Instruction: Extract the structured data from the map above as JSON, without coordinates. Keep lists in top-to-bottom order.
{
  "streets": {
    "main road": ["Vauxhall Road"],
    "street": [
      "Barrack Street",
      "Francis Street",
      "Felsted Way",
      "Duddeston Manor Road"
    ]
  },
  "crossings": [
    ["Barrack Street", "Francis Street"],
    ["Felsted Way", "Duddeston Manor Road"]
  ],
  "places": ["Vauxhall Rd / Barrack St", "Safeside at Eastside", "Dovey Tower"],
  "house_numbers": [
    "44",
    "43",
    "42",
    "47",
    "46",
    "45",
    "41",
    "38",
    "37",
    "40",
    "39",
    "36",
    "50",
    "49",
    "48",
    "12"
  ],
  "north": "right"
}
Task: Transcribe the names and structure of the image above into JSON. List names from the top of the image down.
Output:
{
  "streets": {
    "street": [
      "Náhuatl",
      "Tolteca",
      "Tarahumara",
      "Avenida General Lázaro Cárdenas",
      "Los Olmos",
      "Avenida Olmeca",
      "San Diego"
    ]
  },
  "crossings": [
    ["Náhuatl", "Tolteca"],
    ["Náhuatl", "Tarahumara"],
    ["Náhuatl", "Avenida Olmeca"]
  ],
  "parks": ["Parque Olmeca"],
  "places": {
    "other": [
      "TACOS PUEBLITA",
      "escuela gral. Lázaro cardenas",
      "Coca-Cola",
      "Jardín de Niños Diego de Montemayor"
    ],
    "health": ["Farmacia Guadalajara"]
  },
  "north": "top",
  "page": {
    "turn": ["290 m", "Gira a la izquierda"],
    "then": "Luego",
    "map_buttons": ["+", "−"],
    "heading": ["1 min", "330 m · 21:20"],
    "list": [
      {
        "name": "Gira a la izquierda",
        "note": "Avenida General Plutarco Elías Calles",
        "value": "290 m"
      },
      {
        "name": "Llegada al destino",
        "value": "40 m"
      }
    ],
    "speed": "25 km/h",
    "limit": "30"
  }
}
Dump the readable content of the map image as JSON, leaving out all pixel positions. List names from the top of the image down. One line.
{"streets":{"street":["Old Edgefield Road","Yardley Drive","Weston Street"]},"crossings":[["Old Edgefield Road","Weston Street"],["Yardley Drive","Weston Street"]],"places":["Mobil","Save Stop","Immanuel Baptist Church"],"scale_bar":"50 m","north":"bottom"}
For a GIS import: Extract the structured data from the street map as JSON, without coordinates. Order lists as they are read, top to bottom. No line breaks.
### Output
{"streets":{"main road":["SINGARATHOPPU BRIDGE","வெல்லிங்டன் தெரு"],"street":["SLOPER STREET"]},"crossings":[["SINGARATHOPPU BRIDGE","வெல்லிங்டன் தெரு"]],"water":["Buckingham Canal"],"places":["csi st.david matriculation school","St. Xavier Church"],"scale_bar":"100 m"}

◇ ◇ ◇ ◇ ◇

*EXERCISE PROMPT*.
Print out the entire listing above without any change.

*FINISHED EXERCISE*.
Instruction: Extract the structured data from the map above as JSON, without coordinates. Keep lists in top-to-bottom order.
{
  "streets": {
    "main road": ["Vauxhall Road"],
    "street": [
      "Barrack Street",
      "Francis Street",
      "Felsted Way",
      "Duddeston Manor Road"
    ]
  },
  "crossings": [
    ["Barrack Street", "Francis Street"],
    ["Felsted Way", "Duddeston Manor Road"]
  ],
  "places": ["Vauxhall Rd / Barrack St", "Safeside at Eastside", "Dovey Tower"],
  "house_numbers": [
    "44",
    "43",
    "42",
    "47",
    "46",
    "45",
    "41",
    "38",
    "37",
    "40",
    "39",
    "36",
    "50",
    "49",
    "48",
    "12"
  ],
  "north": "right"
}
Task: Transcribe the names and structure of the image above into JSON. List names from the top of the image down.
Output:
{
  "streets": {
    "street": [
      "Náhuatl",
      "Tolteca",
      "Tarahumara",
      "Avenida General Lázaro Cárdenas",
      "Los Olmos",
      "Avenida Olmeca",
      "San Diego"
    ]
  },
  "crossings": [
    ["Náhuatl", "Tolteca"],
    ["Náhuatl", "Tarahumara"],
    ["Náhuatl", "Avenida Olmeca"]
  ],
  "parks": ["Parque Olmeca"],
  "places": {
    "other": [
      "TACOS PUEBLITA",
      "escuela gral. Lázaro cardenas",
      "Coca-Cola",
      "Jardín de Niños Diego de Montemayor"
    ],
    "health": ["Farmacia Guadalajara"]
  },
  "north": "top",
  "page": {
    "turn": ["290 m", "Gira a la izquierda"],
    "then": "Luego",
    "map_buttons": ["+", "−"],
    "heading": ["1 min", "330 m · 21:20"],
    "list": [
      {
        "name": "Gira a la izquierda",
        "note": "Avenida General Plutarco Elías Calles",
        "value": "290 m"
      },
      {
        "name": "Llegada al destino",
        "value": "40 m"
      }
    ],
    "speed": "25 km/h",
    "limit": "30"
  }
}
Dump the readable content of the map image as JSON, leaving out all pixel positions. List names from the top of the image down. One line.
{"streets":{"street":["Old Edgefield Road","Yardley Drive","Weston Street"]},"crossings":[["Old Edgefield Road","Weston Street"],["Yardley Drive","Weston Street"]],"places":["Mobil","Save Stop","Immanuel Baptist Church"],"scale_bar":"50 m","north":"bottom"}
For a GIS import: Extract the structured data from the street map as JSON, without coordinates. Order lists as they are read, top to bottom. No line breaks.
### Output
{"streets":{"main road":["SINGARATHOPPU BRIDGE","வெல்லிங்டன் தெரு"],"street":["SLOPER STREET"]},"crossings":[["SINGARATHOPPU BRIDGE","வெல்லிங்டன் தெரு"]],"water":["Buckingham Canal"],"places":["csi st.david matriculation school","St. Xavier Church"],"scale_bar":"100 m"}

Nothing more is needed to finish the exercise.